An independent Monte Carlo–based IMRT QA tool for a 0.35 T MRI‐guided linear accelerator
Purpose To develop an independent log file–based intensity‐modulated radiation therapy (IMRT) quality assurance (QA) tool for the 0.35 T magnetic resonance‐linac (MR‐linac) and investigate the ability of various IMRT plan complexity metrics to predict the QA results. Complexity metrics related to tissue heterogeneity were also introduced. Methods The tool for particle simulation (TOPAS) Monte Carlo code was utilized with a previously validated linac head model.

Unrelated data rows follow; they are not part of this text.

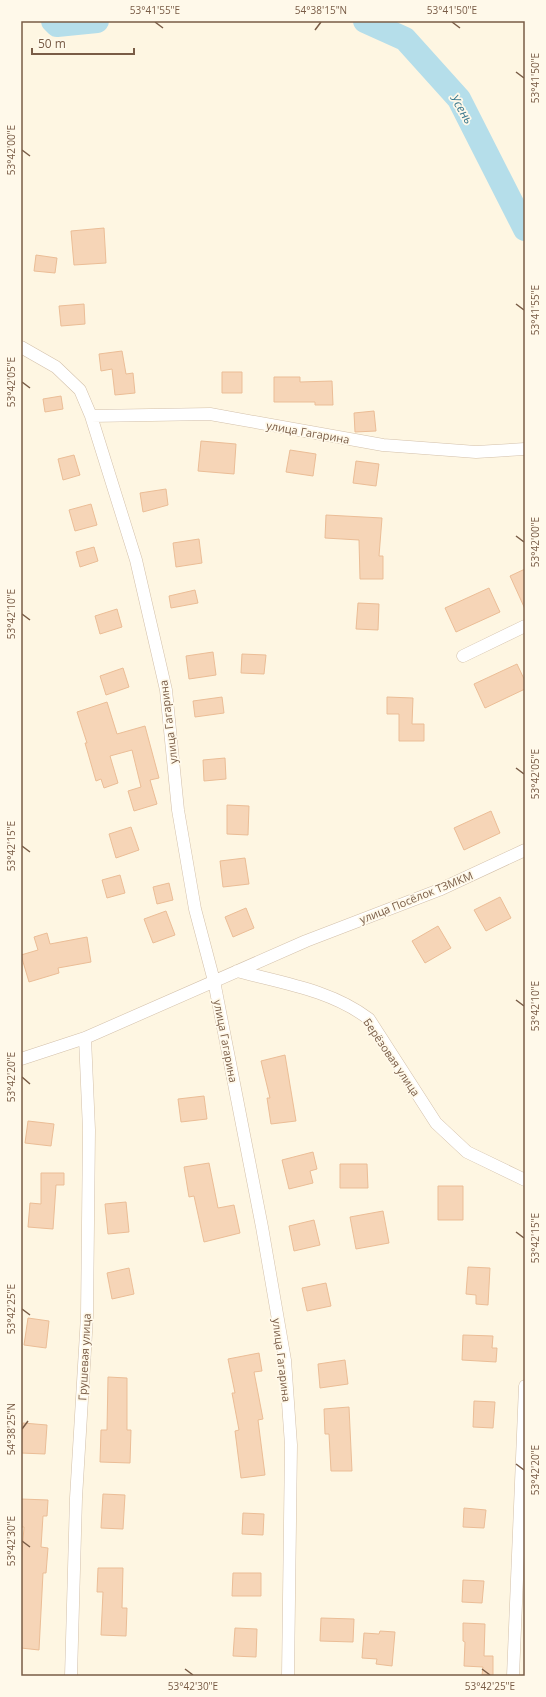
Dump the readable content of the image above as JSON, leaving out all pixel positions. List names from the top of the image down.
{
  "streets": {
    "street": [
      "улица Гагарина",
      "улица Посёлок ТЗМКМ",
      "Берёзовая улица",
      "Грушевая улица"
    ]
  },
  "crossings": [
    ["улица Гагарина", "улица Посёлок ТЗМКМ"],
    ["улица Посёлок ТЗМКМ", "Берёзовая улица"],
    ["улица Посёлок ТЗМКМ", "Грушевая улица"]
  ],
  "water": ["Усень"],
  "scale_bar": "50 m",
  "coordinates": [
    "53°41'55\"E",
    "54°38'15\"N",
    "53°41'50\"E",
    "53°42'00\"E",
    "53°42'05\"E",
    "53°42'10\"E",
    "53°42'15\"E",
    "53°42'20\"E",
    "53°42'25\"E",
    "54°38'25\"N",
    "53°42'30\"E"
  ]
}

A cohort of 29 treatment plans was selected for IMRT QA using the developed QA tool and the vendor‐supplied adaptive QA (AQA) tool. For 27 independent patient cases, various IMRT plan complexity metrics were calculated to assess the deliverability of these plans. A correlation between the gamma pass rates (GPRs) from the AQA results and calculated IMRT complexity metrics was determined using the Pearson correlation coefficients. Tissue heterogeneity complexity metrics were calculated based on the gradient of the Hounsfield units. Results The median and interquartile range for the TOPAS GPRs (3%/3 mm criteria) were 97.24% and 3.75%, respectively, and were 99.54% and 0.36% for the AQA tool, respectively. The computational time for TOPAS ranged from 4 to 8 h to achieve a statistical uncertainty of <1.5%, whereas the AQA tool had an average calculation time of a few minutes. Of the 23 calculated IMRT plan complexity metrics, the AQA GPRs had correlations with 7 out of 23 of the calculated metrics. Strong correlations (|r| > 0.7) were found between the GPRs and the heterogeneity complexity metrics introduced in this work. Conclusions An independent MC and log file–based IMRT QA tool was successfully developed and can be clinically deployed for offline QA. The complexity metrics will supplement QA reports and provide information regarding plan complexity.